From first line to last, output the records below exactly.
################
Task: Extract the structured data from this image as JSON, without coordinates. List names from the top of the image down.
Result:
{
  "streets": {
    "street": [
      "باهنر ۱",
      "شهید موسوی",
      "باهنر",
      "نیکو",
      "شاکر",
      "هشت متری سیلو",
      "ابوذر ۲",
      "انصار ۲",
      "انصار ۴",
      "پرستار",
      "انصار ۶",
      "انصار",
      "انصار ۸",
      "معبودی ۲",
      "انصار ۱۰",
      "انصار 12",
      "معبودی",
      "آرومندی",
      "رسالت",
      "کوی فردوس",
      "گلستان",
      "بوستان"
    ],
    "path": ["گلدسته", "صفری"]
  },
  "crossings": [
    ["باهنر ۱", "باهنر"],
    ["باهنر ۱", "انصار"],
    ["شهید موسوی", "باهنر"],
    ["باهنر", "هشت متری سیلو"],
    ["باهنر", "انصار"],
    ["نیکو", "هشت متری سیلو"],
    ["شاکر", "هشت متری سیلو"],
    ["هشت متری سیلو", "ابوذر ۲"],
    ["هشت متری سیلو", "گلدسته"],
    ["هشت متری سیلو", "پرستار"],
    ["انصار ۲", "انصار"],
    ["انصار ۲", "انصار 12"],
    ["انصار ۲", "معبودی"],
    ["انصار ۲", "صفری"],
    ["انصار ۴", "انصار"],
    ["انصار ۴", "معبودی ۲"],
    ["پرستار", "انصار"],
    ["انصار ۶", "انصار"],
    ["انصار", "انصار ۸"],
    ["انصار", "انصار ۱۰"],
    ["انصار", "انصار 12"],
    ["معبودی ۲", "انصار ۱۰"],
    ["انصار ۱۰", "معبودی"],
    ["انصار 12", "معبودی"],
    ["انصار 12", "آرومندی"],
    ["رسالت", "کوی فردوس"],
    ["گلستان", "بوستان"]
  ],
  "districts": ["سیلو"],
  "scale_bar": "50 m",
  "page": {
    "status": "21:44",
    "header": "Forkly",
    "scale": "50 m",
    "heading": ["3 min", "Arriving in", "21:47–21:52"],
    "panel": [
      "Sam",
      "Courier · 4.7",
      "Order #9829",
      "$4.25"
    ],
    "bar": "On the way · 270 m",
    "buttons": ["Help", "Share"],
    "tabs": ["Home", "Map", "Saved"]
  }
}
################
OUTPUT BELOW:
Task: Extract the structured data from this image as JSON, without coordinates. List names from the top of the image down.
Result:
{
  "streets": {
    "street": [
      "باهنر ۱",
      "شهید موسوی",
      "باهنر",
      "نیکو",
      "شاکر",
      "هشت متری سیلو",
      "ابوذر ۲",
      "انصار ۲",
      "انصار ۴",
      "پرستار",
      "انصار ۶",
      "انصار",
      "انصار ۸",
      "معبودی ۲",
      "انصار ۱۰",
      "انصار 12",
      "معبودی",
      "آرومندی",
      "رسالت",
      "کوی فردوس",
      "گلستان",
      "بوستان"
    ],
    "path": ["گلدسته", "صفری"]
  },
  "crossings": [
    ["باهنر ۱", "باهنر"],
    ["باهنر ۱", "انصار"],
    ["شهید موسوی", "باهنر"],
    ["باهنر", "هشت متری سیلو"],
    ["باهنر", "انصار"],
    ["نیکو", "هشت متری سیلو"],
    ["شاکر", "هشت متری سیلو"],
    ["هشت متری سیلو", "ابوذر ۲"],
    ["هشت متری سیلو", "گلدسته"],
    ["هشت متری سیلو", "پرستار"],
    ["انصار ۲", "انصار"],
    ["انصار ۲", "انصار 12"],
    ["انصار ۲", "معبودی"],
    ["انصار ۲", "صفری"],
    ["انصار ۴", "انصار"],
    ["انصار ۴", "معبودی ۲"],
    ["پرستار", "انصار"],
    ["انصار ۶", "انصار"],
    ["انصار", "انصار ۸"],
    ["انصار", "انصار ۱۰"],
    ["انصار", "انصار 12"],
    ["معبودی ۲", "انصار ۱۰"],
    ["انصار ۱۰", "معبودی"],
    ["انصار 12", "معبودی"],
    ["انصار 12", "آرومندی"],
    ["رسالت", "کوی فردوس"],
    ["گلستان", "بوستان"]
  ],
  "districts": ["سیلو"],
  "scale_bar": "50 m",
  "page": {
    "status": "21:44",
    "header": "Forkly",
    "scale": "50 m",
    "heading": ["3 min", "Arriving in", "21:47–21:52"],
    "panel": [
      "Sam",
      "Courier · 4.7",
      "Order #9829",
      "$4.25"
    ],
    "bar": "On the way · 270 m",
    "buttons": ["Help", "Share"],
    "tabs": ["Home", "Map", "Saved"]
  }
}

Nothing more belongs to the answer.